* Task prompt
In the entries below, the word "heat" appears on some lines. Copy each of those lines.

────────

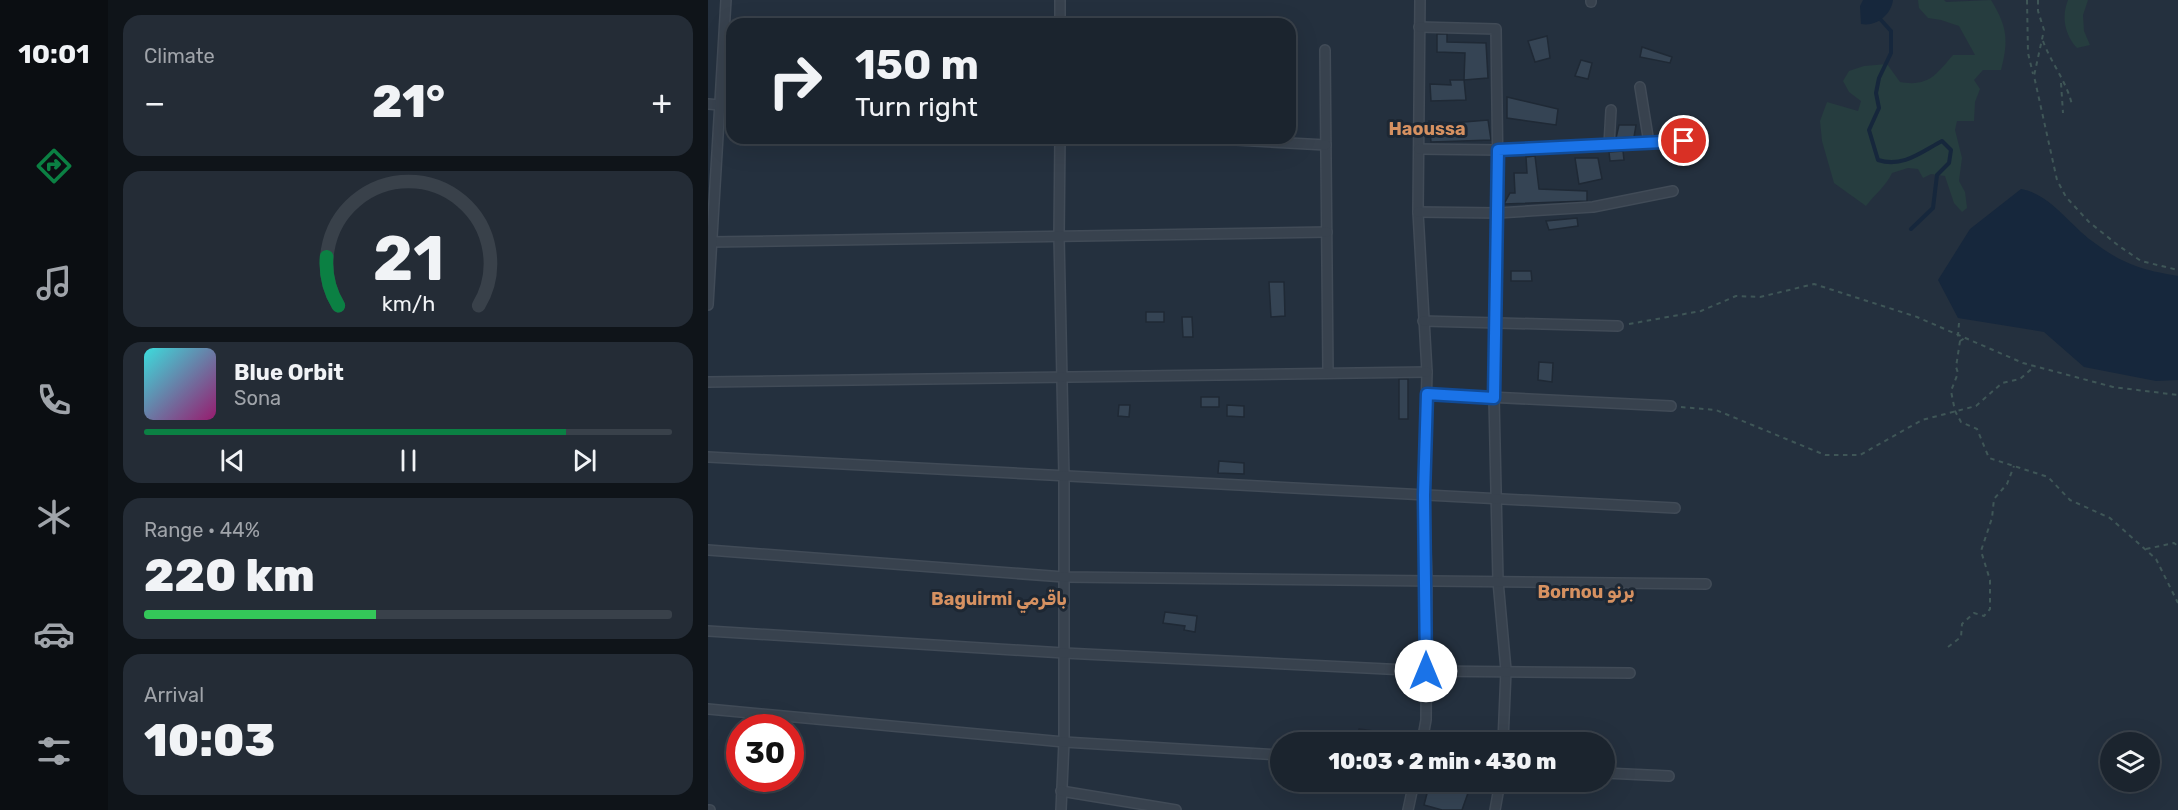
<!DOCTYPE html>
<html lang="en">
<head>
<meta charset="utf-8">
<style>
	:root { --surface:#1b242e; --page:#242c36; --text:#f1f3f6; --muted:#a0a4aa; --line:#39414a; --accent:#0b8043 }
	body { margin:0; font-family:Rubik,"Noto Sans Arabic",sans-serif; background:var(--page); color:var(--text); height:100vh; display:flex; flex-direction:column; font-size:22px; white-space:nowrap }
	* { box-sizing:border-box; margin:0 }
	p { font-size:20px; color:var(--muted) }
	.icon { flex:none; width:33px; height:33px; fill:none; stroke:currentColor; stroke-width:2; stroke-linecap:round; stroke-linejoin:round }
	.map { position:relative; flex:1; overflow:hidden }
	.drawer { display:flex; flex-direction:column; gap:15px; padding:15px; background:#0f1419; width:600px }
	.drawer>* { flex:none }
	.banner { position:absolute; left:18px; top:18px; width:570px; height:126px; border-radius:18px; box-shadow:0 6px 24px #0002,0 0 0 2px var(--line); background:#1b242e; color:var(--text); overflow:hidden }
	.controls { position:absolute; left:1392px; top:732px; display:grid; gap:12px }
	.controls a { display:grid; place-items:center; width:60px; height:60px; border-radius:50%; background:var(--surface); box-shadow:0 6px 24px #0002,0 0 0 2px var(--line); font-size:30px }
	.speed { position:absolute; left:18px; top:714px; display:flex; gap:12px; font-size:30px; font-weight:700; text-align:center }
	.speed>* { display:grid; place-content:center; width:78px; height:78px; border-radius:50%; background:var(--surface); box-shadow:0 6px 24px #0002,0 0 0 2px var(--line); line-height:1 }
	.speed .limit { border:9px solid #d22; background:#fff; color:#111 }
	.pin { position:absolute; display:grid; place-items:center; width:51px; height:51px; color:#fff; margin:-26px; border:3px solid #fff; border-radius:50%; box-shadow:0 2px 6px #0007 }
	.me { position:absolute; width:66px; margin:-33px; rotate:0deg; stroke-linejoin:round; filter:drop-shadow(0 0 4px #0008) }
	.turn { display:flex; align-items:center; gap:21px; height:126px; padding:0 30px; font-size:27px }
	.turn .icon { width:78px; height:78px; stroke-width:2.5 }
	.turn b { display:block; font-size:42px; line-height:51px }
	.big { font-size:45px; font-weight:800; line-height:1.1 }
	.drawer .card { flex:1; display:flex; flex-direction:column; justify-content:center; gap:9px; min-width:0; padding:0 21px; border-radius:18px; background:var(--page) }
	.drawer .dial { align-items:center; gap:0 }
	.dial svg { height:156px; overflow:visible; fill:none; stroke:var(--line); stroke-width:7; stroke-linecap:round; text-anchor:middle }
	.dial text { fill:var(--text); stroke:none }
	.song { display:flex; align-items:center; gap:18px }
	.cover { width:72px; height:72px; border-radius:9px; background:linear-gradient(135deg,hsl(180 70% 55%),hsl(320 70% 35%)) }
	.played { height:6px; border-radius:3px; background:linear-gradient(90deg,var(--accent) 80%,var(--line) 80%) }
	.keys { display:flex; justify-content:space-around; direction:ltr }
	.heat { display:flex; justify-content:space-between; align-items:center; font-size:33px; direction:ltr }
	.charge { height:9px; border-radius:4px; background:linear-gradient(90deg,#34c759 44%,var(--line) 0) }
	.trip { position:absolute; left:562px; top:732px; width:345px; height:60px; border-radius:30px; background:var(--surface); box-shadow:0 6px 24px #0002,0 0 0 2px var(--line); font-weight:800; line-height:60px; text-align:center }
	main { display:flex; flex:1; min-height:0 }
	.menu { display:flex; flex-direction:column; width:108px; justify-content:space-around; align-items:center; background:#0b0e12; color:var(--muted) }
	.menu .icon { width:42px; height:42px }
	.menu .selected { color:var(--accent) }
	.menu b { font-size:27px; color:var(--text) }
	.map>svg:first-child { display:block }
</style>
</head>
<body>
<main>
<nav class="menu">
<b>10:01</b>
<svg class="icon selected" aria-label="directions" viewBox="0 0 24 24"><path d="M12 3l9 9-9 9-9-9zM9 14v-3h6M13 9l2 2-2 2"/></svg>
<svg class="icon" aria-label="music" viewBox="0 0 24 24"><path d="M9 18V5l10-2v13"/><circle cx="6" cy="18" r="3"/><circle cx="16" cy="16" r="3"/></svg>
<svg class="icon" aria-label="phone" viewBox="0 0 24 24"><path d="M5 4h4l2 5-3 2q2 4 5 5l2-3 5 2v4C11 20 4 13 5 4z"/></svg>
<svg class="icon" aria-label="climate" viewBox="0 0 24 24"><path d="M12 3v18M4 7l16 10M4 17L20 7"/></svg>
<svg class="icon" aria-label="car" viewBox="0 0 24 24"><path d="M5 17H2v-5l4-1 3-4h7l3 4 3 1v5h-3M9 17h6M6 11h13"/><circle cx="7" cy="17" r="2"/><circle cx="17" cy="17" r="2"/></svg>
<svg class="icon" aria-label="filters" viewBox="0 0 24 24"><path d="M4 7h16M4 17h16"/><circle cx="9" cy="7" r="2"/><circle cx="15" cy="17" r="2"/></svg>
</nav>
<section class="drawer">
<div class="card"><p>Climate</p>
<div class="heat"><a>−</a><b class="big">21°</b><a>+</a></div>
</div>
<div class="card dial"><svg viewBox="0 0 100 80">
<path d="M14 69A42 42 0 1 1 86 69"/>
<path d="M14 69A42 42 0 0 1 8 44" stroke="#0b8043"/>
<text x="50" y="56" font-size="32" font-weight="700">21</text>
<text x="50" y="72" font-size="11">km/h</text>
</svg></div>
<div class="card">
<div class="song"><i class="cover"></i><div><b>Blue Orbit</b><p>Sona</p></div></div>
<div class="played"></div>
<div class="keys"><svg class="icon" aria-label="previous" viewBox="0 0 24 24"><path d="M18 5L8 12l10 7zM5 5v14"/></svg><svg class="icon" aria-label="pause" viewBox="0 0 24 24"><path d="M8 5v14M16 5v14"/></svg><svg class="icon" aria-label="next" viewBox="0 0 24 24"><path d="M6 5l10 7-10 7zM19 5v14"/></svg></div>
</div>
<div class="card"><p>Range · 44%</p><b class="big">220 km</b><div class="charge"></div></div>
<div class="card"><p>Arrival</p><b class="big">10:03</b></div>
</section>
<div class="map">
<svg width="1470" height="810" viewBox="0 0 1470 810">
	<rect width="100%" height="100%" fill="#24303e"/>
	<g fill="#263d3f">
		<path d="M1210,0H1236L1238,2L1283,0C1299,26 1301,40 1293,70H1275L1266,80L1272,89L1267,102L1266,121H1249L1247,130L1254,158L1251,181L1257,192L1259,208L1254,212L1246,203L1237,176L1223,174L1215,178L1210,169L1200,168L1184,173C1178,186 1167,194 1158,206L1126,183L1114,141L1112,121L1119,102L1150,111L1153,101L1141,92L1135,81L1141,71L1156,66L1179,64L1192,82C1220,87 1228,75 1245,55H1267L1251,26L1233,20L1220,18L1211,8Z"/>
		<path d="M1360,0H1380L1375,15L1376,31L1382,45L1369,48C1357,35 1353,17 1360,0Z"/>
	</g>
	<g fill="#16273c">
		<path d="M1155,0H1185C1183,15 1168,27 1153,24L1152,6Z"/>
		<path d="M1313,189C1342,194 1361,224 1384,241C1414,264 1434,270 1470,276V380L1448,381L1376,367L1336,332L1250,318L1230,280L1262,229Z"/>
	</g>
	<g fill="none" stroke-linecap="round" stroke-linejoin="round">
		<path stroke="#16273c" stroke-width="4" d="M1173,20L1183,31V53L1171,78L1168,93L1171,108L1161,130L1170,160C1195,168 1213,152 1234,141L1243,150L1241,163L1229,175L1225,208L1203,229"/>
	</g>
	<g fill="#354454" stroke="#1f2935" stroke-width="1.5">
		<polygon points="729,34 739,34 739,42 778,43 780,78 756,80 757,53 729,52"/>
		<polygon points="839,36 842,58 827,62 820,41"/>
		<polygon points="934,47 964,57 962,63 932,57"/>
		<polygon points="873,60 884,63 880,79 867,76"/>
		<polygon points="742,80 756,80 758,100 723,101 722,84 743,85"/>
		<polygon points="799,97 850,109 848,125 799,118"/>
		<polygon points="780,120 783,140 723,142 721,121 744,123"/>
		<polygon points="911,125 928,125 926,137 908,138"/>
		<polygon points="915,151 916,160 902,161 901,152"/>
		<polygon points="827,156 831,189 879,191 879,201 796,204 802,193 807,193 806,173 819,173 818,157"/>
		<polygon points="867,158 890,158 894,179 871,184"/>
		<polygon points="869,218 870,226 841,230 838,221"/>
		<polygon points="803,271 823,271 824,281 803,281"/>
		<polygon points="561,282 576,282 577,316 563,317"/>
		<rect x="438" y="312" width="18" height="10"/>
		<polygon points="474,317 484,317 485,337 475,337"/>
		<polygon points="831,362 845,363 844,382 830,380"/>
		<rect x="691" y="379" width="9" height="40"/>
		<rect x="493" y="397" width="18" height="10"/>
		<polygon points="411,405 422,405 421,417 410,416"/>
		<polygon points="519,405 536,406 536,417 519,416"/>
		<polygon points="511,461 536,463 536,474 510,473"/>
		<polygon points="457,612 489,616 487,632 476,630 477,626 455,623"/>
		<polygon points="651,729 679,733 678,742 649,742"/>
		<polygon points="722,782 753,782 751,790 760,793 754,810 734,810 716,805"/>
	</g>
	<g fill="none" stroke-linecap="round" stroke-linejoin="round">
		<g stroke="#414b57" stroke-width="12">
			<g id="street">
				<polyline points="352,0 352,24"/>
				<polyline points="712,0 710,212 719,372 716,495 719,581 718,720 714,742"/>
				<polyline points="883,2 883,0"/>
				<polyline points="711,27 788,29 790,180 786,398 790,581 798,670 795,742"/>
				<polyline points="617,50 620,373"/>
				<polyline points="932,87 941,143"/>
				<polyline points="0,104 24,106"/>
				<polyline points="352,138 351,236 356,477 356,742 353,810"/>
				<polyline points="492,138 618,145"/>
				<polyline points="901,145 903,110"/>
				<polyline points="711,149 790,150 976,141"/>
				<polyline points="710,212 790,213 885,207 965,191"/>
				<polyline points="3,242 619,232"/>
				<polyline points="0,305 18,0"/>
				<polyline points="715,321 910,326"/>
				<polyline points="0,382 719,372"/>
				<polyline points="719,394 963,406"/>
				<polyline points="0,457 967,508"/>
				<polyline points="0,550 356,577 998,584"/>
				<polyline points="0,631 356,653 719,671 922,673"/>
				<polyline points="0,709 356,742 573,755"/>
				<polyline points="897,773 961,776"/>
				<polyline points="353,791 468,810"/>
				<polyline points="0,810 2,810"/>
				<polyline points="700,810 706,782"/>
				<polyline points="787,810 792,782"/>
			</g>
		</g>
		<g stroke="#3f5657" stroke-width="2" stroke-dasharray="4.5 4.5" stroke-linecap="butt">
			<polyline points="1319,0 1320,53 1325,74"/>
			<polyline points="1330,0 1330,11 1336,30 1326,76 1349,180 1358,197 1381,222 1411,246 1433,261 1470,270"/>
			<path d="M1335,41C1343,63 1359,82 1364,105"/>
			<polyline points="1353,83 1355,113"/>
			<polyline points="1251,323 1250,335 1252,341 1257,338"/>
			<polyline points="921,324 993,311 1028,296 1052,297 1106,284 1209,317 1315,363 1405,387 1470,395"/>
			<polyline points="1252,341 1248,367 1250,373 1243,391 1247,411 1253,422 1269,429 1281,458 1340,477 1362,500 1402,518 1448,559 1470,603"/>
			<polyline points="973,407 1008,410 1117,455 1152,455 1214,420 1268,406 1294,383 1312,379 1327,366"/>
			<polyline points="1438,549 1466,543 1470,546"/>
			<polyline points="1240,647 1253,637 1254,624 1266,613 1276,616 1282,609 1282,580 1273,551 1284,518 1286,499 1299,484 1306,466"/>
		</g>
		<use href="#street" stroke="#38424e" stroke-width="9"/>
	</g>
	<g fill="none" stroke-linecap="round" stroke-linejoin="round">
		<g stroke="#114b97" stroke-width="15">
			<polyline id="route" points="718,671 716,495 719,394 786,398 790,150 976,141"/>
		</g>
		<use href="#route" stroke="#1a73e8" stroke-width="10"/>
	</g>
	<g text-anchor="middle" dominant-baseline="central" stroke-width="6" stroke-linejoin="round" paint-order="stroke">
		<g font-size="18" font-weight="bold" fill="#d69161" stroke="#1d2733">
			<text x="719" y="129">Haoussa</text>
			<text x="878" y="592">Bornou برنو</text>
			<text x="291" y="599">Baguirmi باقرمي</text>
		</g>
	</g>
</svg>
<div class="controls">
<a><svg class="icon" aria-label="layers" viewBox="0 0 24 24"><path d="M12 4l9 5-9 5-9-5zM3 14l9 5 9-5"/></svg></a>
</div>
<div class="speed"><div class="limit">30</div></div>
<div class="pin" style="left:976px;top:141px;background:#d93025"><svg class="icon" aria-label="arrive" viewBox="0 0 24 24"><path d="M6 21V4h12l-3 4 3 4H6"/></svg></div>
<svg class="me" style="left:718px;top:671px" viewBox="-20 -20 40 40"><circle r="19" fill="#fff"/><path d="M0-13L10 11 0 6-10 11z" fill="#1a73e8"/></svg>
<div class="trip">10:03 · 2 min · 430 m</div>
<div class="banner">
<div class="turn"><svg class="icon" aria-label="right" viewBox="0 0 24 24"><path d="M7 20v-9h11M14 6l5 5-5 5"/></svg><div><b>150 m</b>Turn right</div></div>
</div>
</div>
</main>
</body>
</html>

────────

* Output below
	.heat { display:flex; justify-content:space-between; align-items:center; font-size:33px; direction:ltr }
<div class="heat"><a>−</a><b class="big">21°</b><a>+</a></div>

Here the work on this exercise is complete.